- **WHAT IS NEEDED**: Please retype the records below exactly, from the first line through the line containing "Parse this image: labels, road", and leave out any pictures.

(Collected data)
# # # # #
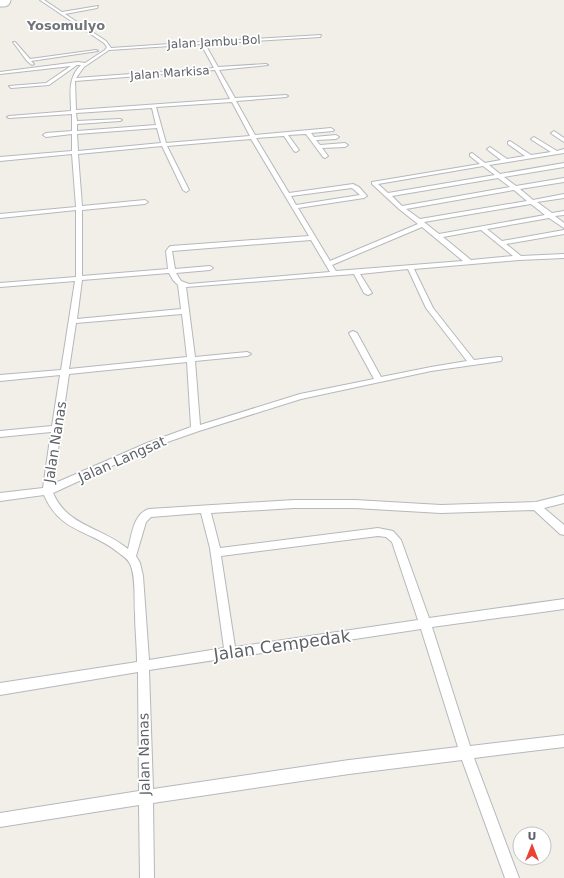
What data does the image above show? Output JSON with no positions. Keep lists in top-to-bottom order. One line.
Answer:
{"streets":{"street":["Jalan Jambu Bol","Jalan Markisa","Jalan Nanas","Jalan Langsat","Jalan Cempedak"]},"crossings":[["Jalan Markisa","Jalan Nanas"],["Jalan Nanas","Jalan Langsat"],["Jalan Nanas","Jalan Cempedak"]],"districts":["Yosomulyo"],"north":"top"}
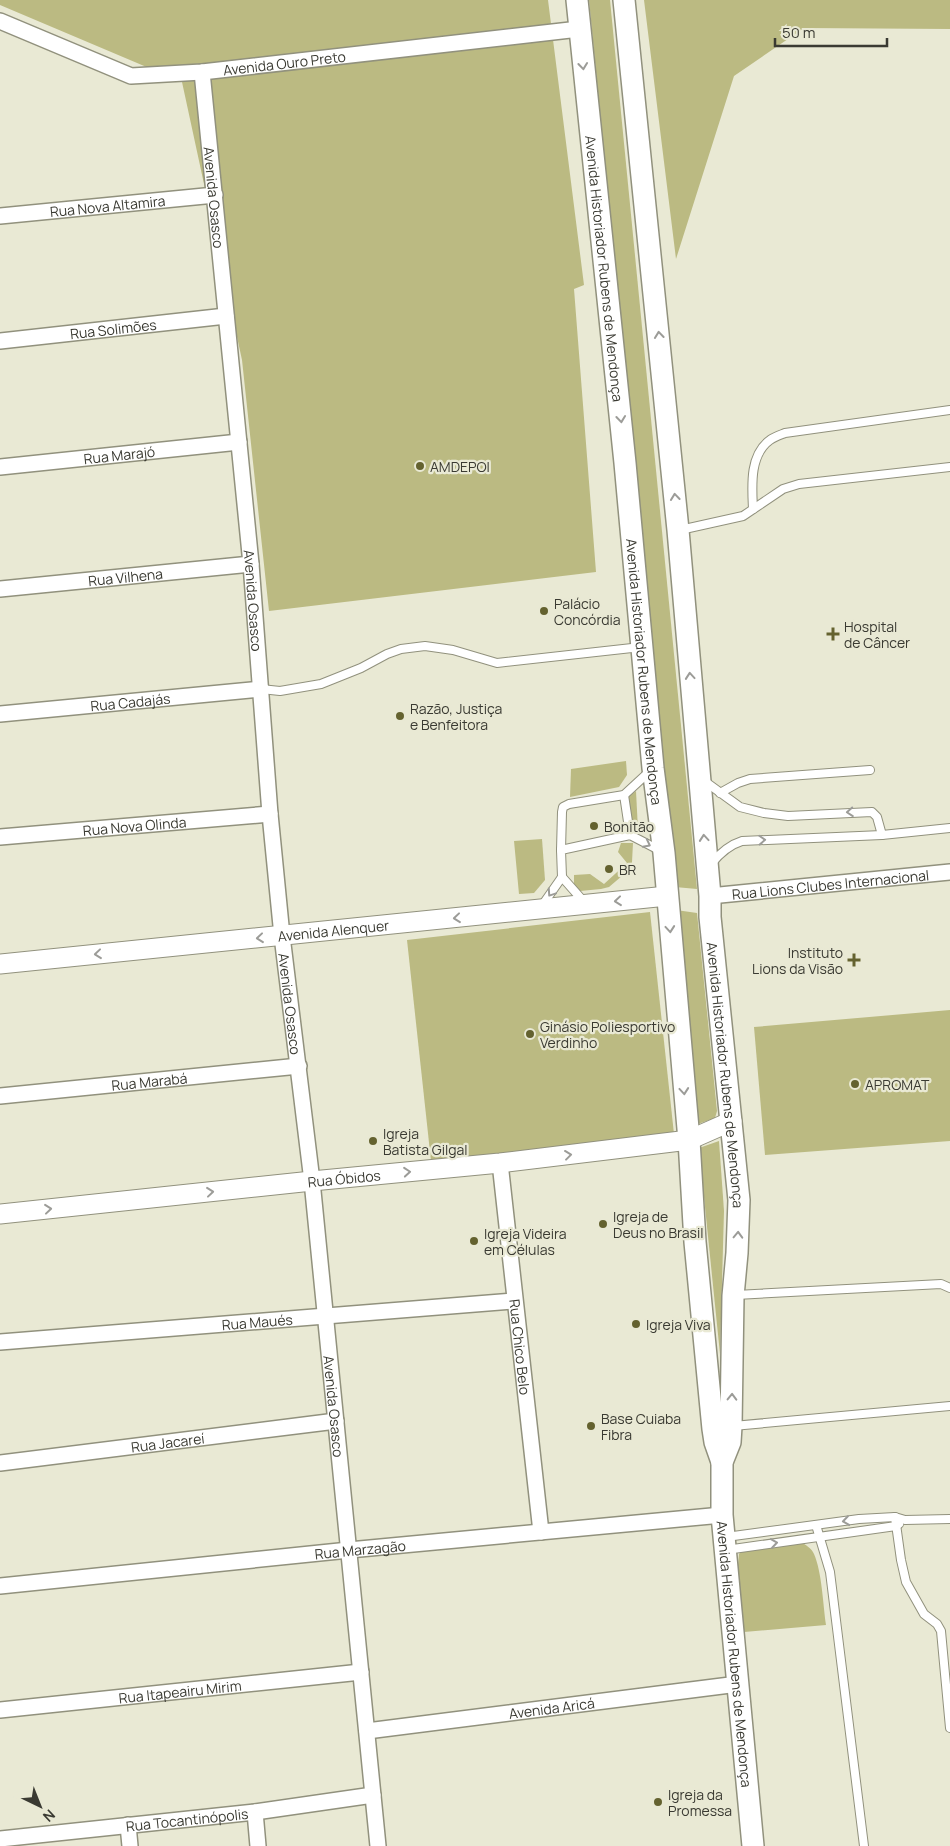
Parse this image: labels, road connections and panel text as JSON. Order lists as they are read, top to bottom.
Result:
{
  "streets": {
    "main road": ["Avenida Historiador Rubens de Mendonça"],
    "street": [
      "Avenida Ouro Preto",
      "Avenida Osasco",
      "Rua Nova Altamira",
      "Rua Solimões",
      "Rua Marajó",
      "Rua Vilhena",
      "Rua Cadajás",
      "Rua Nova Olinda",
      "Rua Lions Clubes Internacional",
      "Avenida Alenquer",
      "Rua Marabá",
      "Rua Óbidos",
      "Rua Maués",
      "Rua Chico Belo",
      "Rua Jacareí",
      "Rua Marzagão",
      "Rua Itapeairu Mirim",
      "Avenida Aricá",
      "Rua Tocantinópolis"
    ]
  },
  "crossings": [
    ["Avenida Ouro Preto", "Avenida Osasco"],
    ["Avenida Ouro Preto", "Avenida Historiador Rubens de Mendonça"],
    ["Avenida Osasco", "Rua Nova Altamira"],
    ["Avenida Osasco", "Rua Solimões"],
    ["Avenida Osasco", "Rua Marajó"],
    ["Avenida Osasco", "Rua Vilhena"],
    ["Avenida Osasco", "Rua Cadajás"],
    ["Avenida Osasco", "Rua Nova Olinda"],
    ["Avenida Osasco", "Avenida Alenquer"],
    ["Avenida Osasco", "Rua Marabá"],
    ["Avenida Osasco", "Rua Óbidos"],
    ["Avenida Osasco", "Rua Maués"],
    ["Avenida Osasco", "Rua Jacareí"],
    ["Avenida Osasco", "Rua Marzagão"],
    ["Avenida Osasco", "Rua Itapeairu Mirim"],
    ["Avenida Osasco", "Avenida Aricá"],
    ["Avenida Osasco", "Rua Tocantinópolis"],
    ["Avenida Historiador Rubens de Mendonça", "Rua Lions Clubes Internacional"],
    ["Avenida Historiador Rubens de Mendonça", "Avenida Alenquer"],
    ["Avenida Historiador Rubens de Mendonça", "Rua Óbidos"],
    ["Avenida Historiador Rubens de Mendonça", "Rua Marzagão"],
    ["Avenida Historiador Rubens de Mendonça", "Avenida Aricá"],
    ["Rua Óbidos", "Rua Chico Belo"],
    ["Rua Maués", "Rua Chico Belo"],
    ["Rua Chico Belo", "Rua Marzagão"]
  ],
  "one_way": ["Avenida Alenquer", "Rua Óbidos"],
  "places": {
    "other": [
      "AMDEPOl",
      "Palácio Concórdia",
      "Razão, Justiça e Benfeitora",
      "Bonitão",
      "BR",
      "Ginásio Poliesportivo Verdinho",
      "APROMAT",
      "Igreja Batista Gilgal",
      "Igreja de Deus no Brasil",
      "Igreja Videira em Células",
      "Igreja Viva",
      "Base Cuiaba Fibra",
      "Igreja da Promessa"
    ],
    "health": ["Hospital de Câncer", "Instituto Lions da Visão"]
  },
  "scale_bar": "50 m",
  "north": "bottom right"
}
# # # # #
- **THE COMPLETED TASK**:
What data does the image above show? Output JSON with no positions. Keep lists in top-to-bottom order. One line.
Answer:
{"streets":{"street":["Jalan Jambu Bol","Jalan Markisa","Jalan Nanas","Jalan Langsat","Jalan Cempedak"]},"crossings":[["Jalan Markisa","Jalan Nanas"],["Jalan Nanas","Jalan Langsat"],["Jalan Nanas","Jalan Cempedak"]],"districts":["Yosomulyo"],"north":"top"}
Parse this image: labels, road connections and panel text as JSON. Order lists as they are read, top to bottom.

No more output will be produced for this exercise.